> Material provided:
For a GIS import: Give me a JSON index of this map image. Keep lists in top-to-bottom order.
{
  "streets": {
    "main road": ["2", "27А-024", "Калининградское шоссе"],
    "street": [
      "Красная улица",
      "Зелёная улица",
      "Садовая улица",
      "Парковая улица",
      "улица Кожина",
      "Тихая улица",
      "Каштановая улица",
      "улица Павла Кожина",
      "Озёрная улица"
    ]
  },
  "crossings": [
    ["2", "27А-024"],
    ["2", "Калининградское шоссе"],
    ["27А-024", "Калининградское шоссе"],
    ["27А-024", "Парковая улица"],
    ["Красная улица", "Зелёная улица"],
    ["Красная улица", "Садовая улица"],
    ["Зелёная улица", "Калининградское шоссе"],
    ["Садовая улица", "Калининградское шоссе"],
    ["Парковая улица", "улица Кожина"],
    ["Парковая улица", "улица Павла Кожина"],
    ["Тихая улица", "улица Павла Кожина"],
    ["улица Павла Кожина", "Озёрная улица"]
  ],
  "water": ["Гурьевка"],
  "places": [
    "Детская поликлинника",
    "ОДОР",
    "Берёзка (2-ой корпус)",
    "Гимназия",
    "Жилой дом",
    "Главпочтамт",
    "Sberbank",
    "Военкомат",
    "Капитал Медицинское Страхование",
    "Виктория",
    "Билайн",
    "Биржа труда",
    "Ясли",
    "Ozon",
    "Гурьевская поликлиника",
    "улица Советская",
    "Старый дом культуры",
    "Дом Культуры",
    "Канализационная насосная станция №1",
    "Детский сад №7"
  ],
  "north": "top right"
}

==

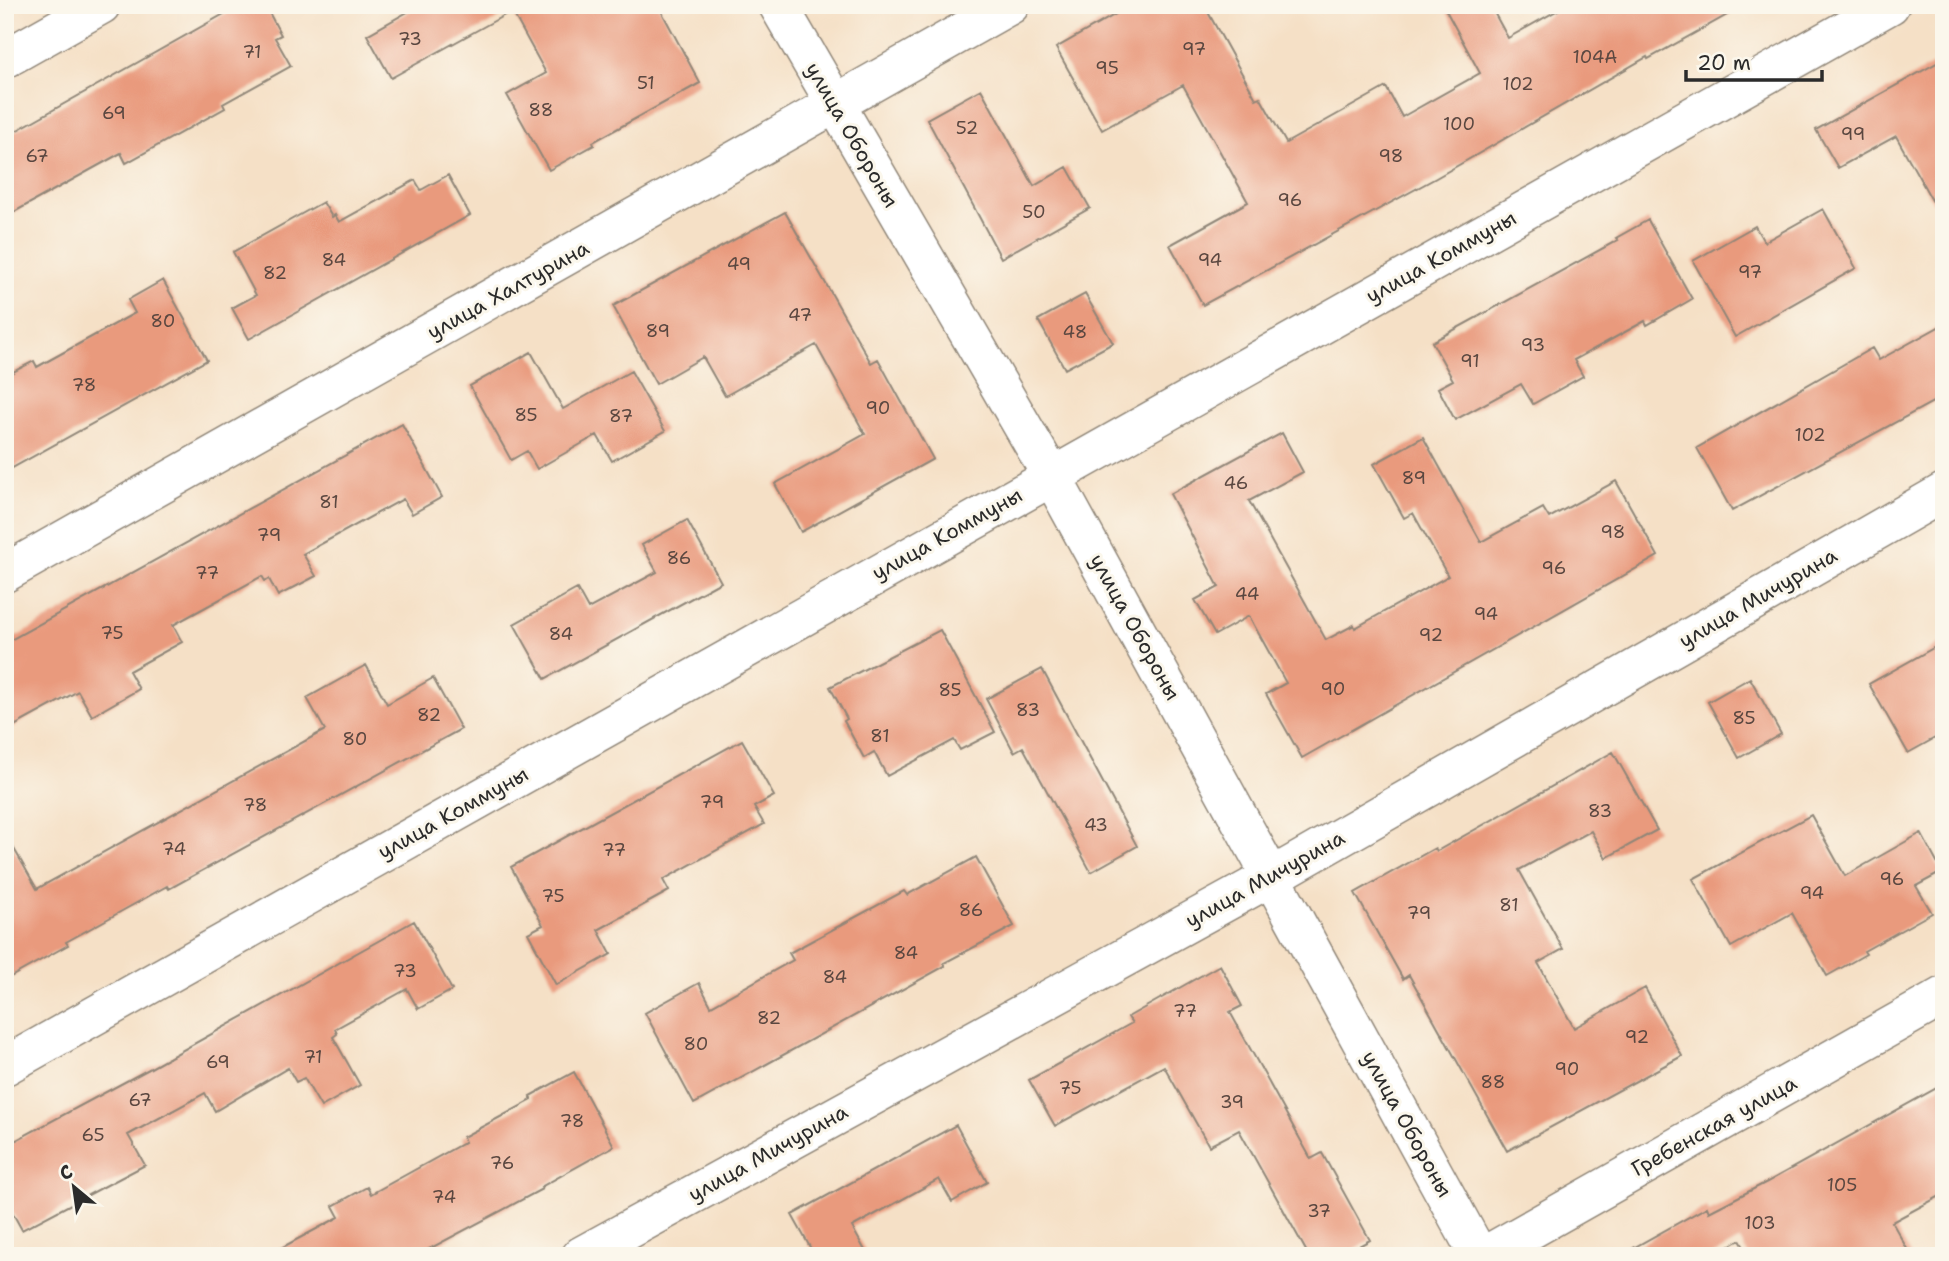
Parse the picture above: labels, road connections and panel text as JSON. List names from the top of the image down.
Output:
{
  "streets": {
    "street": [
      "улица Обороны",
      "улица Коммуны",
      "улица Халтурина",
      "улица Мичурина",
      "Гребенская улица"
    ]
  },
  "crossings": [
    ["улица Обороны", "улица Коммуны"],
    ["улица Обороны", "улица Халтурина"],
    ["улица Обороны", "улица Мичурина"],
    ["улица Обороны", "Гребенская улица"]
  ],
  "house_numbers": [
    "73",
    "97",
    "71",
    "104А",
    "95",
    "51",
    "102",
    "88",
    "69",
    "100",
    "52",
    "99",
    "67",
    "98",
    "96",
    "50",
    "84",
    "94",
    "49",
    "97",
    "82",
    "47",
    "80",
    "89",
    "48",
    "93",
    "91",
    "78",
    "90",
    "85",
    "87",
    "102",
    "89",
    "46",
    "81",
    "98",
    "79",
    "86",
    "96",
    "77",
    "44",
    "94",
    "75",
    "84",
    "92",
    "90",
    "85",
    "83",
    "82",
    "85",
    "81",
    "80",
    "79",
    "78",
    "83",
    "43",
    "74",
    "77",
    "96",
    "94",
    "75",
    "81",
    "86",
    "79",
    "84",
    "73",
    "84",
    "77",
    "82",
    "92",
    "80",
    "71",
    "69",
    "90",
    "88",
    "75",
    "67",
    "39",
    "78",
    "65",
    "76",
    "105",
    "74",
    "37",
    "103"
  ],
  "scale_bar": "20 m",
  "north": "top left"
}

> Prompt: Wherever the string "road" appears in a line of the records, copy that line.

> Result of this exercise:
    "main road": ["2", "27А-024", "Калининградское шоссе"],
Parse the picture above: labels, road connections and panel text as JSON. List names from the top of the image down.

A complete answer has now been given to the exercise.